Authors: Chris Mason, Oracle
Website(s): http://oss.oracle.com/projects/btrfs/

Background

On the 12th June 2007 Chris Mason announced a new filesystem that both checksums and does copy on write logging of all file data and metadata information called “btrfs”. It also includes features such as space-efficient packing of small files, which should not be surprising given Chris's history with the reiserfs project.

Unlike most filesystems the root of the btrfs filesystem is not for users, it is instead a place to keep various “sub-volumes”. These sub-volumes are described as named b-tree which can be be optionally allocated a fix number of blocks which it cannot exceed (a quota).

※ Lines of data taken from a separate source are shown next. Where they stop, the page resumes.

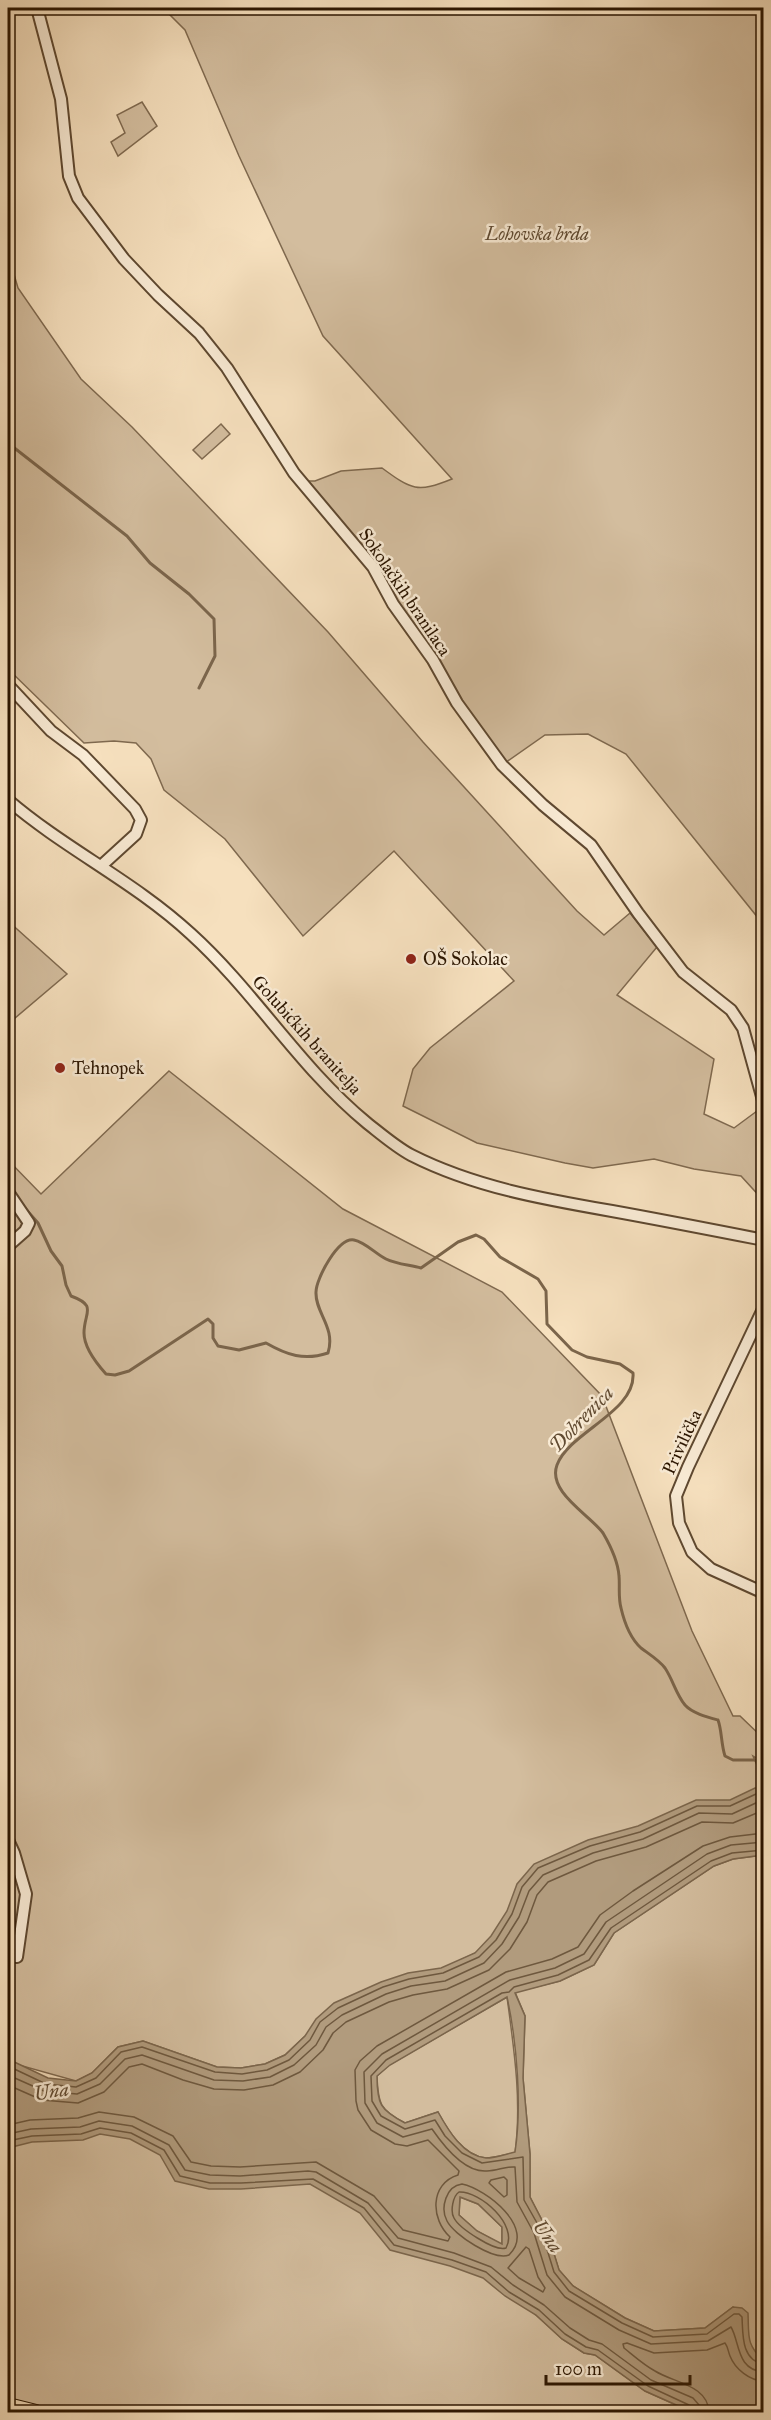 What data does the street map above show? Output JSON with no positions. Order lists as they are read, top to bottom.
{
  "streets": {
    "street": ["Sokolačkih branilaca", "Golubićkih branitelja", "Privilička"]
  },
  "water": ["Dobrenica", "Una"],
  "parks": ["Lohovska brda"],
  "places": ["OŠ Sokolac", "Tehnopek"],
  "scale_bar": "100 m"
}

These sub-volumes can be snapshotted and either the original or the snapshot can be written too, with the filesystem using copy-on-write to constrain changes to that b-tree.


	As the announcement and website says this filesystem is in very early alpha, the on-disk format isn't fixed yet and it doesn't handle a filesystem running out of space gracefully (or at all, really).

Installation

To build btrfs I grabbed btrfs-0.5.tar.bz2 and btrfs-progs-0.5.tar.bz2 from the downloads page and extracted them.

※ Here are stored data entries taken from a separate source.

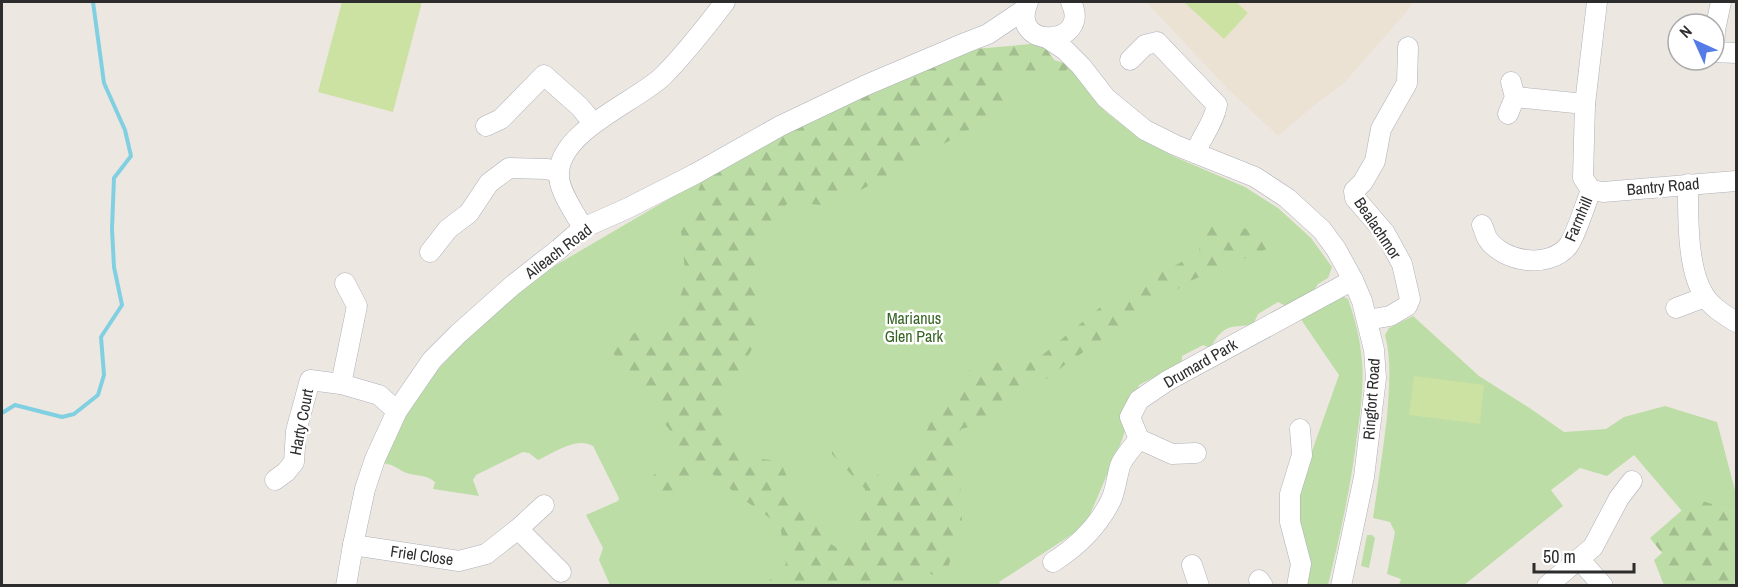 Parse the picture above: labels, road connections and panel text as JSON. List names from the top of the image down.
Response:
{
  "streets": {
    "street": [
      "Bantry Road",
      "Farmhill",
      "Bealachmor",
      "Aileach Road",
      "Drumard Park",
      "Ringfort Road",
      "Harty Court",
      "Friel Close"
    ]
  },
  "crossings": [
    ["Bantry Road", "Farmhill"],
    ["Bealachmor", "Ringfort Road"],
    ["Aileach Road", "Ringfort Road"],
    ["Aileach Road", "Harty Court"],
    ["Aileach Road", "Friel Close"],
    ["Drumard Park", "Ringfort Road"]
  ],
  "parks": ["Marianus Glen Park"],
  "scale_bar": "50 m",
  "north": "top left"
}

Btrfs builds as an out of tree kernel module so all that was needed was:

# cd btrfs-0.5
# make

There is no make install option for this version of btrfs, so to load the kernel module it was necessary to first load the 32-bit CRC module and then the btrfs module, thus:

# modprobe crc32c
# insmod btrfs.ko

The btrfs-progs package required no configuration, just supplying a Makefile which simply required an edit to change the prefix variable to /usr/local/btrfs-0.5 and then doing the usual:

# make
# make install

This time everything was installed directly under the prefix directory.

Configuration

Creating a btrfs filesystem follows the standard pattern of:

# mkfs.btrfs /dev/md0

Mounting that filesystem is again through the standard method of:

# mount -t btrfs /dev/md0 /mnt

Unlike the other filesystems you will find that you cannot write into the top level directory, but you will find a default directory already there. This is because btrfs reserves that top level directory for sub-volumes and snapshots.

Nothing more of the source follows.